Error during pairing after alignment

divyanandu commented 4 years ago

Hi, I seem to be running into an error after the alignment step when the reads have to be paired. This is the error that I get

Run HiC-Pro 2.11.4
--------------------------------------------
Mon Jul 20 11:43:55 PDT 2020
Bowtie2 alignment step1 ...
Logs: logs/cHA/mapping_step1.log

--------------------------------------------
Mon Jul 20 13:18:15 PDT 2020
Bowtie2 alignment step2 ...
Logs: logs/cHA/mapping_step2.log

--------------------------------------------
Mon Jul 20 14:34:28 PDT 2020
Combine R1/R2 alignment files ...
Logs: logs/cHA/mapping_combine.log

--------------------------------------------
Mon Jul 20 15:10:00 PDT 2020
Mapping statistics for R1 and R2 tags ...
Logs: logs/cHA/mapping_stats.log

--------------------------------------------
Mon Jul 20 15:17:59 PDT 2020
Pairing of R1 and R2 tags ...
Logs: logs/cHA/mergeSAM.log
make: *** [bowtie_pairing] Error 1

When I look at the mergeSAM.log file, this is what I see

2.7/bin/python /global/home/users/dnandaku/HiC-Pro_2.11.4/scripts/mergeSAM.py -q 10 -t -v -f bowtie_results/bwt2/cHA/cHA_HiChIP_trimmed_R1_BAC16.bwt2merged.bam -r bowtie_results/bwt2/cHA/cHA_HiChIP_trimmed_R2_BAC16.bwt2merged.bam -o bowtie_results/bwt2/cHA/cHA_HiChIP_trimmed_BAC16.bwt2pairs.bam
/global/home/users/dnandaku/HiC-Pro_2.11.4/scripts/hic.inc.sh: line 86: 2.7/bin/python: No such file or directory

But when I type 2.7/bin/python, i do open a python prompt.. so it does seem to exist.. The problem seem to be how it is reading the input bam files.. when I type in the full path to the input bam files like this

2.7/bin/python /global/home/users/dnandaku/HiC-Pro_2.11.4/scripts/mergeSAM.py -q 10 -t -v -f /clusterfs/vector/scratch/dnandaku/HiChIP/HiCProOP/bowtie_results/bwt2/cHA/cHA_HiChIP_trimmed_R1_BAC16.bwt2merged.bam -r /clusterfs/vector/scratch/dnandaku/HiChIP/HiCProOP/bowtie_results/bwt2/cHA/cHA_HiChIP_trimmed_R2_BAC16.bwt2merged.bam -o /clusterfs/vector/scratch/dnandaku/HiChIP/HiCProOP/bowtie_results/bwt2/cHA/cHA_HiChIP_trimmed_BAC16.bwt2pairs.bam

it seems to run fine.... Should I be in a specific folder when running HiCPro?

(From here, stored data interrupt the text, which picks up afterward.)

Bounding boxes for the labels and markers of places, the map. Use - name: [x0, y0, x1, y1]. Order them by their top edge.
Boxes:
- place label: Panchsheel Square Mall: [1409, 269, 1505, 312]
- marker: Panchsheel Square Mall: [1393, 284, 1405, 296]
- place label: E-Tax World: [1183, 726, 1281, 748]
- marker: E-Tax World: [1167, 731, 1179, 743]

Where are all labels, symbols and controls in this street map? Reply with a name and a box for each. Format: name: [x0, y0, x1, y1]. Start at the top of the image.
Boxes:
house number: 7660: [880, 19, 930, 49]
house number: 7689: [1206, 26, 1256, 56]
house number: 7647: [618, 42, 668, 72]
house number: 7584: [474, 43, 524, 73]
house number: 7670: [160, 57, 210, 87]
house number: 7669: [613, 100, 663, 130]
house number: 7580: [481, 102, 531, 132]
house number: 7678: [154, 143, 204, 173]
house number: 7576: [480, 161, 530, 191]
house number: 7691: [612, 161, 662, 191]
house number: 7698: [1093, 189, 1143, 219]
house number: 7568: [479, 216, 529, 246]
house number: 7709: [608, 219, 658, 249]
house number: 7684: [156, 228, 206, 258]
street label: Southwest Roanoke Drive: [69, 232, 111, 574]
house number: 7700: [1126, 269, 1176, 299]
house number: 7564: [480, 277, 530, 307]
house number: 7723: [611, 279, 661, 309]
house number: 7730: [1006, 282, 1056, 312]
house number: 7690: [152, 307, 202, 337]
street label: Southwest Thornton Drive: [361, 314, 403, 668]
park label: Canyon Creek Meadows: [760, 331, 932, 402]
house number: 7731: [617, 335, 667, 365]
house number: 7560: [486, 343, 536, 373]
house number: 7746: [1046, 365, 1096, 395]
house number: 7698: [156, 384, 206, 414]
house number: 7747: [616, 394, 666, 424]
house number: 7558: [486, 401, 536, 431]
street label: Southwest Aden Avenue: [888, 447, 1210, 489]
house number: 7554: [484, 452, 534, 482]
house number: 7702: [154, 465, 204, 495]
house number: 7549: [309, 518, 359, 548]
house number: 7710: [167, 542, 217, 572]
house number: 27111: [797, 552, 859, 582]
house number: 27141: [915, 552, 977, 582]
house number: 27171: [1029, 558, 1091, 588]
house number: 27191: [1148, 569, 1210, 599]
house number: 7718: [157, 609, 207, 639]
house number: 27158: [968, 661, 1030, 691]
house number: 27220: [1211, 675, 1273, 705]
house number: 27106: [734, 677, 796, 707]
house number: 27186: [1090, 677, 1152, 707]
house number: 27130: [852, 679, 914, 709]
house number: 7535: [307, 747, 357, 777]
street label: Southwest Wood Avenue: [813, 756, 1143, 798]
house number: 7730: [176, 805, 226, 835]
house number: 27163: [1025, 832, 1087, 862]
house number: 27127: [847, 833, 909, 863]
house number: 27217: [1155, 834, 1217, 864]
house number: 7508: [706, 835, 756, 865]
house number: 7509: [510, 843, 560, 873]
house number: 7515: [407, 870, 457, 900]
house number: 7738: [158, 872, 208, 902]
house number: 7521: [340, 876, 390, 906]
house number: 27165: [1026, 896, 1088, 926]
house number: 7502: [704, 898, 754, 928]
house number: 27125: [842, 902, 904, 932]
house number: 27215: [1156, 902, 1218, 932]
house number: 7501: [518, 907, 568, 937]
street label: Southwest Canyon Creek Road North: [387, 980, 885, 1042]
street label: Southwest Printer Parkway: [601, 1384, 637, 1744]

I dont know what the next steps I need to run are!

nservant commented 4 years ago

Hi, The error is due to the fact that your python in "2.7/bin/python" is not found. Are you using HiC-Pro is cluster mode ? and if so, are you sure that python is available on all nodes ? Best

divyanandu commented 4 years ago

Hi Nick,

Thank you for getting back to me! I am running it on a cluster. I think python is available on the nodes because I am able to run a simple python script (like the one below) without error

#!/bin/sh -I

###################################

#SBATCH --job-name=python
#SBATCH --partition=vector
#SBATCH --account=vector_glaunsinger
#SBATCH --qos=vector_batch
#SBATCH --nodes=1
#SBATCH --ntasks-per-node=1
#SBATCH --cpus-per-task=8
#SBATCH --time=5:00:00
#SBATCH --output=pytest_%j.out
#SBATCH --error=pytest_%j.err
#SBATCH --mail-user=divya.nandakumar@berkeley.edu
#SBATCH --mail-type=ALL

##################################

cd $SLURM_SUBMIT_DIR

source ~/.conda/envs/python=2.7/bin/activate 

2.7/bin/python /clusterfs/vector/scratch/dnandaku/pythonTest.py > ~/test_072120_new.log

source deactivate

I did notice that config-system.txt file says

CLUSTER_SCRIPT = /global/home/users/dnandaku/HiC-Pro_2.11.4/scripts/make_torque_script.sh while I use SLURM for the cluster.. would that affect this step in anyway? I figured it might not given that the alignment step is probably what uses the parallel nodes?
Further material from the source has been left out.